Esta tendencia pesimista, que surgió de la comprensión de que el nuevo conocimiento debía ser versado en el mal y que su mayor problema era evitar el infierno, confirma que fue una ciencia poscristiana, más que una inspirada directamente por modelos clásicos. La afirmación de que “todos los hombres son malvados y que darán rienda suelta a la malignidad que hay en ellos cuando se presente la oportunidad”[55] fue una idea que nunca albergó la ciencia política griega y de la cual nunca dudó la doctrina cristiana[56].

 

V. Laicización y razón “católica” de Estado

En este contexto de oposición francesa a un poder imperial que cifraba su legitimidad política en una autoridad que apelaba a argumentos de carácter religioso, la autonomía de lo político no apareció como resultado de una construcción intelectual independiente sino de las exigencias de una propaganda al servicio de una acción militar y política determinada por una atmósfera de hegemonía religiosa en el terreno de la argumentación sobre las realidades temporales.
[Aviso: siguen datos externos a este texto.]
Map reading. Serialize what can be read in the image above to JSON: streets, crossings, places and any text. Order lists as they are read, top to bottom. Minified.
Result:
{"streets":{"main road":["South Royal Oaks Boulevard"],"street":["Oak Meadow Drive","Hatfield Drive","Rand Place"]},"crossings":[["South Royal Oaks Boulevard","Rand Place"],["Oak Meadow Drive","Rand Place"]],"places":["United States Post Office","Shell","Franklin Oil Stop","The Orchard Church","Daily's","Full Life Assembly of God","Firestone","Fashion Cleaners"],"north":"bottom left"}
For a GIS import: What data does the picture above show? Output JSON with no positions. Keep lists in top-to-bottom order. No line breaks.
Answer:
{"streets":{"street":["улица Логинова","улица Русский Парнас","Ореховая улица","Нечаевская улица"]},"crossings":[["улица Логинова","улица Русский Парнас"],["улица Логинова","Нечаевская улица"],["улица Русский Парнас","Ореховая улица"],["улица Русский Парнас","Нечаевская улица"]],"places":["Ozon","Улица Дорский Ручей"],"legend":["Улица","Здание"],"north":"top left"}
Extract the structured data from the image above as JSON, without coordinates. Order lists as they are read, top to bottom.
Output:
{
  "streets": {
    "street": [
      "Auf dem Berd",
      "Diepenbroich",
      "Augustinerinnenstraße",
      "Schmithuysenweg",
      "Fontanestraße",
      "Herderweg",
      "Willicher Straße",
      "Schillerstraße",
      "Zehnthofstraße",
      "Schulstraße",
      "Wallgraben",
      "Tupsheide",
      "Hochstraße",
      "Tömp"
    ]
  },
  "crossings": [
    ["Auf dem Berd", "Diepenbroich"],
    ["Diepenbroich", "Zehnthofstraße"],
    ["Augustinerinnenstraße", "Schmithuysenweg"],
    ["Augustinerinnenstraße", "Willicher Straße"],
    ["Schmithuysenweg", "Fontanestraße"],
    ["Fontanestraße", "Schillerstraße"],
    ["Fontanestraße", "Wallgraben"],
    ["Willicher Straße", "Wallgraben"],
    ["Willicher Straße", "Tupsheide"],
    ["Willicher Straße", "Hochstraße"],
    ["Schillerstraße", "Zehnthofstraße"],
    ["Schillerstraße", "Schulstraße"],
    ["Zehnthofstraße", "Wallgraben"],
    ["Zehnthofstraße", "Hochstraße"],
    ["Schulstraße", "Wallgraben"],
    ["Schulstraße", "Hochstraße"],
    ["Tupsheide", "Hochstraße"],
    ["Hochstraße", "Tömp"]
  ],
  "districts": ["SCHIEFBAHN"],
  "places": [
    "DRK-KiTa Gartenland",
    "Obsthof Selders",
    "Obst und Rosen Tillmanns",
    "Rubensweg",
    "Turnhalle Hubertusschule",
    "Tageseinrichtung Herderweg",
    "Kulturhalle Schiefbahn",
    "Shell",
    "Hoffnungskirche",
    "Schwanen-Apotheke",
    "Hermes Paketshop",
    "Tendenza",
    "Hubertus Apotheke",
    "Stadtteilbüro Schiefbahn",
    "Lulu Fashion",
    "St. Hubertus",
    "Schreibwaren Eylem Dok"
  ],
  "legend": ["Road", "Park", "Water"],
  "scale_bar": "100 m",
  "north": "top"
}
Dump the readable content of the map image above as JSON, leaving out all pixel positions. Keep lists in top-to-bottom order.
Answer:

Descubierta o redescubierta por los estatistas de la época de Richelieu, la idea de autonomía de la política no sale de la pura especulación, sino de toda una serie de conflictos concretos: querella del galicanismo, problema de relaciones con los protestantes, y sobre todo conflicto franco-español. El principio de la independencia de la política fue el arma anti-española por excelencia[57].

Todo ello explica que el curso del debate desembocara en conclusiones probablemente imprevistas. Lo prueba el hecho de que la propaganda cardenalista aceptara el reto de la fundamentación religiosa de las razones teóricas a presentar frente a las reivindicaciones españolas. España había elegido mal enemigo para sustentar la superioridad sagrada de su causa. La hija primogénita de la Iglesia no dudaría en empalmar con los cimientos de una misión divina tan frecuentemente destacada por la sede petrina.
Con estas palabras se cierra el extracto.